The genome-wide profiling of mCpGs confirms that methylated genes in Apis encode proteins showing a higher degree of conservation than proteins encoded by non-methylated genes [10]. Figures S3, S4, S5 and Table S1 show the results of our cross-species comparisons for methylated and non-methylated genes (Figure S3), for high-CpG and low-CpG genes (Figure S4), and high-CpG methylated and non-methylated genes (Figure S5). Most of the highly conserved genes are expected to be utilized by most tissues. In contrast, less conserved genes expressed in specialized tissues, such as those encoding odorant-binding proteins or odorant receptors, are not methylated (not shown). The repeated elements, ALUs, and mariners that harbor most of the DNA methylation content in humans and plants are not methylated in the bee genome, certainly not in the brain (Figures S6). Similarly, the multi-gene families encoding rRNAs and tRNAs, mitochondrial DNA, and CpG islands show no evidence of methylation in the brain (Figure S6). Lastly, while methylation of sub-telomeric regions has been shown to be important for the control of telomere length and recombination [14], the honey bee telomeres are also not methylated (not shown). The lack of methylation in ALUs and transposons has also been reported in a recent study performed on DNA extracted from a worker's whole body [5]. Given the proposed role of cytosine methylation in defense against genomic parasites in plants and vertebrates [7], the lack of methylation in ALU repeats and mariner transposons suggests that these mobile elements do not significantly impact on genome stability in honey bees. Indeed the bee genome contains an unusually small percentage of common types of transposons and retrotransposons found in other insects, possibly as a result of a strong selective pressure against mobile elements in male bees (drones) that develop from unfertilized eggs and carry a haploid set of chromosomes [15].

As in the human and Arabidopsis genomes [4],[11], methylation in Apis shows evidence of periodicity, although due to a much lower density of modified CpGs in this species the periodicity of 10 nucleotides (one helical DNA turn) is not obvious. However, a 3-base periodic pattern is clearly detectable, reflecting a preferential methylation of CpGs occupying the first and second position of the arginine codons (autocorrelation data in Figure S7).

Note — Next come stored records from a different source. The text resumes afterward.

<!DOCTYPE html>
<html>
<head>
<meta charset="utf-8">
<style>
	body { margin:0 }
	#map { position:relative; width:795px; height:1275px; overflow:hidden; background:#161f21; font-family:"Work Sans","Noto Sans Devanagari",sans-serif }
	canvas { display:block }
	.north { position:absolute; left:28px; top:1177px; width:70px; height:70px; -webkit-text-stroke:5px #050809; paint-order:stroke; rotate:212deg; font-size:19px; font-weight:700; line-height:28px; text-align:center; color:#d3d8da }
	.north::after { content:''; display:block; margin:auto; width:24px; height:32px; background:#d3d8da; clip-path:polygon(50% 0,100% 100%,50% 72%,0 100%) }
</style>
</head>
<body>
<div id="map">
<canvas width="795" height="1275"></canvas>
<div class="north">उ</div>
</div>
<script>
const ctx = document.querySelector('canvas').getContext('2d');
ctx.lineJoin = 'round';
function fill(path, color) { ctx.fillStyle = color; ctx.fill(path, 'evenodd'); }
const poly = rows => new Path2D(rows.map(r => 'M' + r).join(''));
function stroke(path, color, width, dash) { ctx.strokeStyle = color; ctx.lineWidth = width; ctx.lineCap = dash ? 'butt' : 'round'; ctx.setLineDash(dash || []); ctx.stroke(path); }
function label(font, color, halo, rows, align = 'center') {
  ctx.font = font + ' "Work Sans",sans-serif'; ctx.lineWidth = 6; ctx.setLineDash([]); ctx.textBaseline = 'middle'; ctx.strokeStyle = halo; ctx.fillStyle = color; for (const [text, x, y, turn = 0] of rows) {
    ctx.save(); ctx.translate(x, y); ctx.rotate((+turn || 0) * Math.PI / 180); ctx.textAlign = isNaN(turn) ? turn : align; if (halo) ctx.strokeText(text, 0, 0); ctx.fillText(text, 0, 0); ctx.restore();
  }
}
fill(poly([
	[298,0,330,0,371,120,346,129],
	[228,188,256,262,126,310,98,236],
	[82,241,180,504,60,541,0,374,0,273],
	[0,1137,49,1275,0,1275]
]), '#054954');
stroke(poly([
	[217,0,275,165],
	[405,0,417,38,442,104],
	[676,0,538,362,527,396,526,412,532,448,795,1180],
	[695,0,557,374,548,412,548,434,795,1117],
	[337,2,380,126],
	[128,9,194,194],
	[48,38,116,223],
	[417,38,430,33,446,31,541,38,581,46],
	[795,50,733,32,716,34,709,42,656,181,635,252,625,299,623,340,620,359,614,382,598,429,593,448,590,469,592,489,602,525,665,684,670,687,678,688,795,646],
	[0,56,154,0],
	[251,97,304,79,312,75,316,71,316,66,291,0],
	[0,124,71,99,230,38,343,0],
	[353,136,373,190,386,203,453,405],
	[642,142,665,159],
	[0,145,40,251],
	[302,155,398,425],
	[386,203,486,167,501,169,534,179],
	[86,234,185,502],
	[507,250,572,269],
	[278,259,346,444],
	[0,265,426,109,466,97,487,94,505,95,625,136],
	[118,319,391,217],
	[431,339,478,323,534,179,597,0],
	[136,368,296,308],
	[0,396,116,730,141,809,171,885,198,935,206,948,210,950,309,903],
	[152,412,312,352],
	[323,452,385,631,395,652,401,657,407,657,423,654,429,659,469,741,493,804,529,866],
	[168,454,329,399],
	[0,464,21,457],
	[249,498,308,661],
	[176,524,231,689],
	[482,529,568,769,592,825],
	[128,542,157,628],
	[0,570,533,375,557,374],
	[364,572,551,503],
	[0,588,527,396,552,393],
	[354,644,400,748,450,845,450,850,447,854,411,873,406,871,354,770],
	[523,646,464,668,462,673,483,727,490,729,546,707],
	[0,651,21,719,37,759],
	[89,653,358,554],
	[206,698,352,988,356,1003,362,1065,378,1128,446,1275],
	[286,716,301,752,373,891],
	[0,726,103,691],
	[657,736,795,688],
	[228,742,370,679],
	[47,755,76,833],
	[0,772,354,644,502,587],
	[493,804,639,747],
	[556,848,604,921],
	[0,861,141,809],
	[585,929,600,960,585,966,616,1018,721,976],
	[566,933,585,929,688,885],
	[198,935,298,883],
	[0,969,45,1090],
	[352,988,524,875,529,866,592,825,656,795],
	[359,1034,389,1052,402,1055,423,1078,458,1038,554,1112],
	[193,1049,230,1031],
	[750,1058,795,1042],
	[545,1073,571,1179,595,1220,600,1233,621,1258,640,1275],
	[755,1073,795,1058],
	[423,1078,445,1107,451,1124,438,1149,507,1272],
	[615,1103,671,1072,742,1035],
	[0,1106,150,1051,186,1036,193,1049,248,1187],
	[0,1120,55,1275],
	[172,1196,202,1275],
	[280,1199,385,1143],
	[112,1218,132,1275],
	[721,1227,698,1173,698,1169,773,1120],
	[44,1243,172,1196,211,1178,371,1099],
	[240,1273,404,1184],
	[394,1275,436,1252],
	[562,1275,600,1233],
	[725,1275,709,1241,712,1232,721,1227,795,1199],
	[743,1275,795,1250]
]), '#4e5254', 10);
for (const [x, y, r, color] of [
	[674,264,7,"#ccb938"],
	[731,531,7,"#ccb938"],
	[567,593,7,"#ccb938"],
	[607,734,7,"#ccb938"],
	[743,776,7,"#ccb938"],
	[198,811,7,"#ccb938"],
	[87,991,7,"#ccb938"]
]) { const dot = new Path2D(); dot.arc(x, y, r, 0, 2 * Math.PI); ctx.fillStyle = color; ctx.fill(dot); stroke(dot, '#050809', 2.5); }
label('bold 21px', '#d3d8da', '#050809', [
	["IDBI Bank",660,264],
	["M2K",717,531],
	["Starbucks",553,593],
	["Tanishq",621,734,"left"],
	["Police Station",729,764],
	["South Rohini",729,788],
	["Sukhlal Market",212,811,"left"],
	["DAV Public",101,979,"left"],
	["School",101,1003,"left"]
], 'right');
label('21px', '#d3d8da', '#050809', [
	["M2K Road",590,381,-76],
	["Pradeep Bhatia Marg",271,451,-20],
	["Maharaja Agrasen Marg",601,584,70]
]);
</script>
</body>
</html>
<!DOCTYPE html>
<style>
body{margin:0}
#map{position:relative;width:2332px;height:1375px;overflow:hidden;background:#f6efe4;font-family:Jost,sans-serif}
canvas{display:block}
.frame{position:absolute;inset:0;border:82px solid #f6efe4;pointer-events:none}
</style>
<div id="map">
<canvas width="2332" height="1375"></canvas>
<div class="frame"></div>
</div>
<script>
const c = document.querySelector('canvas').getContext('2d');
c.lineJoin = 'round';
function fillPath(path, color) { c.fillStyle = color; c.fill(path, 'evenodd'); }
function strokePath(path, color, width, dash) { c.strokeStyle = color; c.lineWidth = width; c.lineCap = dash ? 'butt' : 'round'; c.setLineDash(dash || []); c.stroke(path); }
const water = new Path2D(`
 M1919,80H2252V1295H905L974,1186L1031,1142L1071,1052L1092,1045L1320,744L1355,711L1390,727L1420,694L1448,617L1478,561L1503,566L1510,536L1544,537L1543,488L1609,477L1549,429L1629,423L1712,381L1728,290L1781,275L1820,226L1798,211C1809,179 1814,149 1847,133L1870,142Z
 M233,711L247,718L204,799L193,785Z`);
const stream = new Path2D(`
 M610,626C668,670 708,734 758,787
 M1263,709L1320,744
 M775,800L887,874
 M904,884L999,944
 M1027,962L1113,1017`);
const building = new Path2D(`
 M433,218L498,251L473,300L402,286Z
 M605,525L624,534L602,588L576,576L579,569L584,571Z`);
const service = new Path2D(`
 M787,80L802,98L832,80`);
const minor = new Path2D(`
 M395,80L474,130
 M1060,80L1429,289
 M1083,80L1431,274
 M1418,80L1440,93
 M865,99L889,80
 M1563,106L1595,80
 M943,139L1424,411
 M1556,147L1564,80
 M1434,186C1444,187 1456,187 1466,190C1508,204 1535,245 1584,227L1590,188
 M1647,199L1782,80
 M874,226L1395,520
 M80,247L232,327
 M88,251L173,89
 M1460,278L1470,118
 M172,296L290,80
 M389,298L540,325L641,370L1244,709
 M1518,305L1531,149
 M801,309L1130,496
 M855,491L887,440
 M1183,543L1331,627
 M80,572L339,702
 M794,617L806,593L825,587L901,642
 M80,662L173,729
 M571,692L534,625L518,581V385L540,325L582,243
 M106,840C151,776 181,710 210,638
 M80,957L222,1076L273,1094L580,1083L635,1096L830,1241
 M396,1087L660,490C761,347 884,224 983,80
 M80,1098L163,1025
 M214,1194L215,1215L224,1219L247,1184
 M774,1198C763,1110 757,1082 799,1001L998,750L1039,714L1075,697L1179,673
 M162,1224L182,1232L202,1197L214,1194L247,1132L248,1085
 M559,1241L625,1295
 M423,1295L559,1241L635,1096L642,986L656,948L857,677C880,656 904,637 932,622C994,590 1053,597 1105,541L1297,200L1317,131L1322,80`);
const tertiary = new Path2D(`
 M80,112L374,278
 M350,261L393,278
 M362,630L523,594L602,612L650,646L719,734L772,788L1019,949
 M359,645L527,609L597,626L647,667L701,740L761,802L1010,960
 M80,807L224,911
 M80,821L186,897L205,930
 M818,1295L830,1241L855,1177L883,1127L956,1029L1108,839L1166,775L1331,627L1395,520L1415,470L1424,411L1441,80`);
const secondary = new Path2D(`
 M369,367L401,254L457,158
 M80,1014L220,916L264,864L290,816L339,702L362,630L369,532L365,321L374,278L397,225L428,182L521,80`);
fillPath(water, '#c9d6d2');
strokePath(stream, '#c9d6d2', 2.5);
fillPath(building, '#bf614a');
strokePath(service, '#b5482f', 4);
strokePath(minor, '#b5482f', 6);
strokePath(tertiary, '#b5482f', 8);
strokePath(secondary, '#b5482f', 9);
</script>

Detailed Analysis of Methylation Patterns in Selected Amplicons by Deep Bisulfite Sequencing

To validate our Solexa-based methylation results, we designed primers for selected regions of eight nuclear and four mitochondrial genes and re-sequenced the PCR-generated amplicons using 454 technology. As illustrated in Figure 2, the 454 sequencing profiles are essentially identical with the Solexa-based results. All nuclear genes show differential methylation in the brains of queens and workers, including those cases where the methylation is almost absent, such as GB18602 in queen brains (Figure 2). No methylation was detected by this approach in the four selected mitochondrial amplicons (not shown).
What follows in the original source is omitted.